(Data to process begins)

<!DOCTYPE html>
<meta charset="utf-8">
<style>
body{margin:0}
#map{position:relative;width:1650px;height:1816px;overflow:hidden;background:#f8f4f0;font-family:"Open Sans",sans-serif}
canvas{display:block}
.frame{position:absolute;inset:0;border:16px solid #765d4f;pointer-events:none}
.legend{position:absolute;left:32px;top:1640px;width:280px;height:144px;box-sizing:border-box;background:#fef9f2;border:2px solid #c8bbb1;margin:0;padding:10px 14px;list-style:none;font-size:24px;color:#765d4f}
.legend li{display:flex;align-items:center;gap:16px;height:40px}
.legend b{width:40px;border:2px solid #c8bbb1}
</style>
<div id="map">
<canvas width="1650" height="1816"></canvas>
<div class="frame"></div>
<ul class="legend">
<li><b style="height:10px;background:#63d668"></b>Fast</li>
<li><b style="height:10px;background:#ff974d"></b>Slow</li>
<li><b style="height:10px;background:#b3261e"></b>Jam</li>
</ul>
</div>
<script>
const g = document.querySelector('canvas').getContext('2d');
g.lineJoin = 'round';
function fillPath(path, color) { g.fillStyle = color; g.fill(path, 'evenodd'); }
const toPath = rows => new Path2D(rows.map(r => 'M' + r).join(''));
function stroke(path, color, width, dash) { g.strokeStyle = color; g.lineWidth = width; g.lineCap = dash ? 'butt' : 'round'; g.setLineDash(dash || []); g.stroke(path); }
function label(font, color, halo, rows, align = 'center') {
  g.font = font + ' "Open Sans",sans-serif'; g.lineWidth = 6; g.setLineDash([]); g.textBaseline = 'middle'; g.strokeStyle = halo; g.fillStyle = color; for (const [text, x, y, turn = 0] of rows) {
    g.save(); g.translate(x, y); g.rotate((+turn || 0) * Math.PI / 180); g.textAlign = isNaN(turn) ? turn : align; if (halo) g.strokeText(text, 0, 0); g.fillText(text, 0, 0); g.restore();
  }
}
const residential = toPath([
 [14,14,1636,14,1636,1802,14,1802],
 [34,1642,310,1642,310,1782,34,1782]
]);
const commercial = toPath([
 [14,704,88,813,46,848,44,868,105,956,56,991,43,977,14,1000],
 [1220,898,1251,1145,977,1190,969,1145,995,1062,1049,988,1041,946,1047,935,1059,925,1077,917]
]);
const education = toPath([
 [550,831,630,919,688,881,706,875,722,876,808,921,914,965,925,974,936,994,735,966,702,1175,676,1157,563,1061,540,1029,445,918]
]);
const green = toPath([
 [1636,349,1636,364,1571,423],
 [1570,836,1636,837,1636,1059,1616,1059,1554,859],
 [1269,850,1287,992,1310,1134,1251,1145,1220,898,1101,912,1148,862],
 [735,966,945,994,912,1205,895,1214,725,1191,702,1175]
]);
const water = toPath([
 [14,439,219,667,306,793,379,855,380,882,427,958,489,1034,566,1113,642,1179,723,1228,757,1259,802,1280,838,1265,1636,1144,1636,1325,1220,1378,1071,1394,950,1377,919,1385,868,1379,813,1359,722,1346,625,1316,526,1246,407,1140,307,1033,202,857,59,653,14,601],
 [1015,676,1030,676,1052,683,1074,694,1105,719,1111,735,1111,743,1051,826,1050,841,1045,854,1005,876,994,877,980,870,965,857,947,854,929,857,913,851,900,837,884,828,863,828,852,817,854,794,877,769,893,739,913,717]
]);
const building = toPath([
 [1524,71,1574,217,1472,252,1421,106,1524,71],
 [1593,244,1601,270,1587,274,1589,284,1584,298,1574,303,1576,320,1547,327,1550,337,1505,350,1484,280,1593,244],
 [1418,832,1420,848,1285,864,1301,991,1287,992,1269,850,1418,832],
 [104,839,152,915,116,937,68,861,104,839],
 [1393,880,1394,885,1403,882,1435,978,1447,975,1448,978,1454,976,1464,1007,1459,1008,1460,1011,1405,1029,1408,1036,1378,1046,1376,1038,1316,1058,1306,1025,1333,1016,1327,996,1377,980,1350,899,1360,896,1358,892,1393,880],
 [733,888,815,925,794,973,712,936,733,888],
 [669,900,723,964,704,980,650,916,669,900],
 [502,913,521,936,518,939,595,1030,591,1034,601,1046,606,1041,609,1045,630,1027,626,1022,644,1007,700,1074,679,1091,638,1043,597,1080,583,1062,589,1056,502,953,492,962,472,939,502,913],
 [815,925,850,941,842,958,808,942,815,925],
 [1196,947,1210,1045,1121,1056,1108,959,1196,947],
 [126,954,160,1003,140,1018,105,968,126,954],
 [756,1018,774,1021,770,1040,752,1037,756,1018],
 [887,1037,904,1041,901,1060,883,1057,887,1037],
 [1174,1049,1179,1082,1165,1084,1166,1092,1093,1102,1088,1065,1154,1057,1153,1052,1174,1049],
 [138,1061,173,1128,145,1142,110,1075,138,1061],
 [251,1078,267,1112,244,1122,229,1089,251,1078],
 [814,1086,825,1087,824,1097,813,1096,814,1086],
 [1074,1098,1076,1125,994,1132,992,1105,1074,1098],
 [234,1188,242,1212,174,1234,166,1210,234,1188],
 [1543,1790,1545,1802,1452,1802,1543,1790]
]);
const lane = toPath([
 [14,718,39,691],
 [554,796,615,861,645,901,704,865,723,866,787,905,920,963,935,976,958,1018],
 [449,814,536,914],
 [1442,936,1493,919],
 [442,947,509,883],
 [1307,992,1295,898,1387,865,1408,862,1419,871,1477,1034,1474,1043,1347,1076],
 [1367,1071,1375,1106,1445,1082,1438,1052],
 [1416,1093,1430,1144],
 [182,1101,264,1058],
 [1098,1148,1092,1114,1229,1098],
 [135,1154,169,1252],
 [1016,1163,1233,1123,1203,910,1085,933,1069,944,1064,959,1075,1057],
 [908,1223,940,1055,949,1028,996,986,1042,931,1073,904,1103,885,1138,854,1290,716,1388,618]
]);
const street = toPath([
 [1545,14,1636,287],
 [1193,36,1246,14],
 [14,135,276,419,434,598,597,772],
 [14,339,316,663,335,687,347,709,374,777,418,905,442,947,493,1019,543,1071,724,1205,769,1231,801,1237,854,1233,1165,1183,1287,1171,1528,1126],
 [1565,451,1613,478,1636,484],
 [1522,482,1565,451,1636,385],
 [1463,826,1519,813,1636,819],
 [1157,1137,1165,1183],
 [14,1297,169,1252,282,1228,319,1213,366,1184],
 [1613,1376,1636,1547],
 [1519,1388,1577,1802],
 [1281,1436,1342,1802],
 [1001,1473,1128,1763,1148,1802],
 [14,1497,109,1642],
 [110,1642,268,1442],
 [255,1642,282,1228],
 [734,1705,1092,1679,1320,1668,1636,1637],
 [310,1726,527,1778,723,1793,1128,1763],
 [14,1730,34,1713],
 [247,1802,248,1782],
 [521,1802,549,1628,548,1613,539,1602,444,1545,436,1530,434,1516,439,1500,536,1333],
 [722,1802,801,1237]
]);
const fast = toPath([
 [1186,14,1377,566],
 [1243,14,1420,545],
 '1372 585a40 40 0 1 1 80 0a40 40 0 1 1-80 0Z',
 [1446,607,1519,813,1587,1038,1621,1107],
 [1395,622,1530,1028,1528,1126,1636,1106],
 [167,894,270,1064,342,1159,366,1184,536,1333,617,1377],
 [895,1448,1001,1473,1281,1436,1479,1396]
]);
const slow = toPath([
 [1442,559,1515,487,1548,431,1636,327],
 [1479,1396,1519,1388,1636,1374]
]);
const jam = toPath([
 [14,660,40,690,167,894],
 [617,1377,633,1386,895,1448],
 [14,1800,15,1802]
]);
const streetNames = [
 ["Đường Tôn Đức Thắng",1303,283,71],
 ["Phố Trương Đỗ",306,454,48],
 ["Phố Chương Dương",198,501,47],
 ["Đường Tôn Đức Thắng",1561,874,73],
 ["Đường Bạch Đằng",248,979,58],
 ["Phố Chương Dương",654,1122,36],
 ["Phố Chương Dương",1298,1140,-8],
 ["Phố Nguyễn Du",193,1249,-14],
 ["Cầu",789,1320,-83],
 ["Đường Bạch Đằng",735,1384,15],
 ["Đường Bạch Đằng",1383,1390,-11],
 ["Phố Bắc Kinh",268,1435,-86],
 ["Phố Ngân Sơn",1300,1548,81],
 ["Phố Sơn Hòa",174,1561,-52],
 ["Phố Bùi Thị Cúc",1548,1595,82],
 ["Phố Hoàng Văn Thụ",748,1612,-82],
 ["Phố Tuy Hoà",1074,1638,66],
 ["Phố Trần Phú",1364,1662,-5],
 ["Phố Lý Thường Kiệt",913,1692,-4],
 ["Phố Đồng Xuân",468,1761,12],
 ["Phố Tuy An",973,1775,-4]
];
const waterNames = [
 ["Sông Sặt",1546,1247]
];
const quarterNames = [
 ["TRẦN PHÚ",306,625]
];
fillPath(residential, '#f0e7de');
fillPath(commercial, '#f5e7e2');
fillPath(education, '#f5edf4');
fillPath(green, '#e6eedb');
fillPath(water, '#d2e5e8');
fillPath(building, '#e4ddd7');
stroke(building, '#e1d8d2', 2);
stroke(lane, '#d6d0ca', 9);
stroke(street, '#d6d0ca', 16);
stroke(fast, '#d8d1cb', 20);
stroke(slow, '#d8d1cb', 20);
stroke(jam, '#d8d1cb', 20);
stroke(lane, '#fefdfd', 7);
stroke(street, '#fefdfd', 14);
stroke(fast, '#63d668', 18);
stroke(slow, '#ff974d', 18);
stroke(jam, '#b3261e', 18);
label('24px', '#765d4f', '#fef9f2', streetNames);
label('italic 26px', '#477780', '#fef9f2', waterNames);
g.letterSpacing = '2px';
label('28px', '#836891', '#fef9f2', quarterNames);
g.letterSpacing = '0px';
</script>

(Data to process ends)

• What the exercise asks
Repeat exactly the lines from the first line of the records above through the line containing "[34,1642,310,1642,310,1782,34,1782]", both included, and nothing else.

• Response for this exercise
<!DOCTYPE html>
<meta charset="utf-8">
<style>
body{margin:0}
#map{position:relative;width:1650px;height:1816px;overflow:hidden;background:#f8f4f0;font-family:"Open Sans",sans-serif}
canvas{display:block}
.frame{position:absolute;inset:0;border:16px solid #765d4f;pointer-events:none}
.legend{position:absolute;left:32px;top:1640px;width:280px;height:144px;box-sizing:border-box;background:#fef9f2;border:2px solid #c8bbb1;margin:0;padding:10px 14px;list-style:none;font-size:24px;color:#765d4f}
.legend li{display:flex;align-items:center;gap:16px;height:40px}
.legend b{width:40px;border:2px solid #c8bbb1}
</style>
<div id="map">
<canvas width="1650" height="1816"></canvas>
<div class="frame"></div>
<ul class="legend">
<li><b style="height:10px;background:#63d668"></b>Fast</li>
<li><b style="height:10px;background:#ff974d"></b>Slow</li>
<li><b style="height:10px;background:#b3261e"></b>Jam</li>
</ul>
</div>
<script>
const g = document.querySelector('canvas').getContext('2d');
g.lineJoin = 'round';
function fillPath(path, color) { g.fillStyle = color; g.fill(path, 'evenodd'); }
const toPath = rows => new Path2D(rows.map(r => 'M' + r).join(''));
function stroke(path, color, width, dash) { g.strokeStyle = color; g.lineWidth = width; g.lineCap = dash ? 'butt' : 'round'; g.setLineDash(dash || []); g.stroke(path); }
function label(font, color, halo, rows, align = 'center') {
  g.font = font + ' "Open Sans",sans-serif'; g.lineWidth = 6; g.setLineDash([]); g.textBaseline = 'middle'; g.strokeStyle = halo; g.fillStyle = color; for (const [text, x, y, turn = 0] of rows) {
    g.save(); g.translate(x, y); g.rotate((+turn || 0) * Math.PI / 180); g.textAlign = isNaN(turn) ? turn : align; if (halo) g.strokeText(text, 0, 0); g.fillText(text, 0, 0); g.restore();
  }
}
const residential = toPath([
 [14,14,1636,14,1636,1802,14,1802],
 [34,1642,310,1642,310,1782,34,1782]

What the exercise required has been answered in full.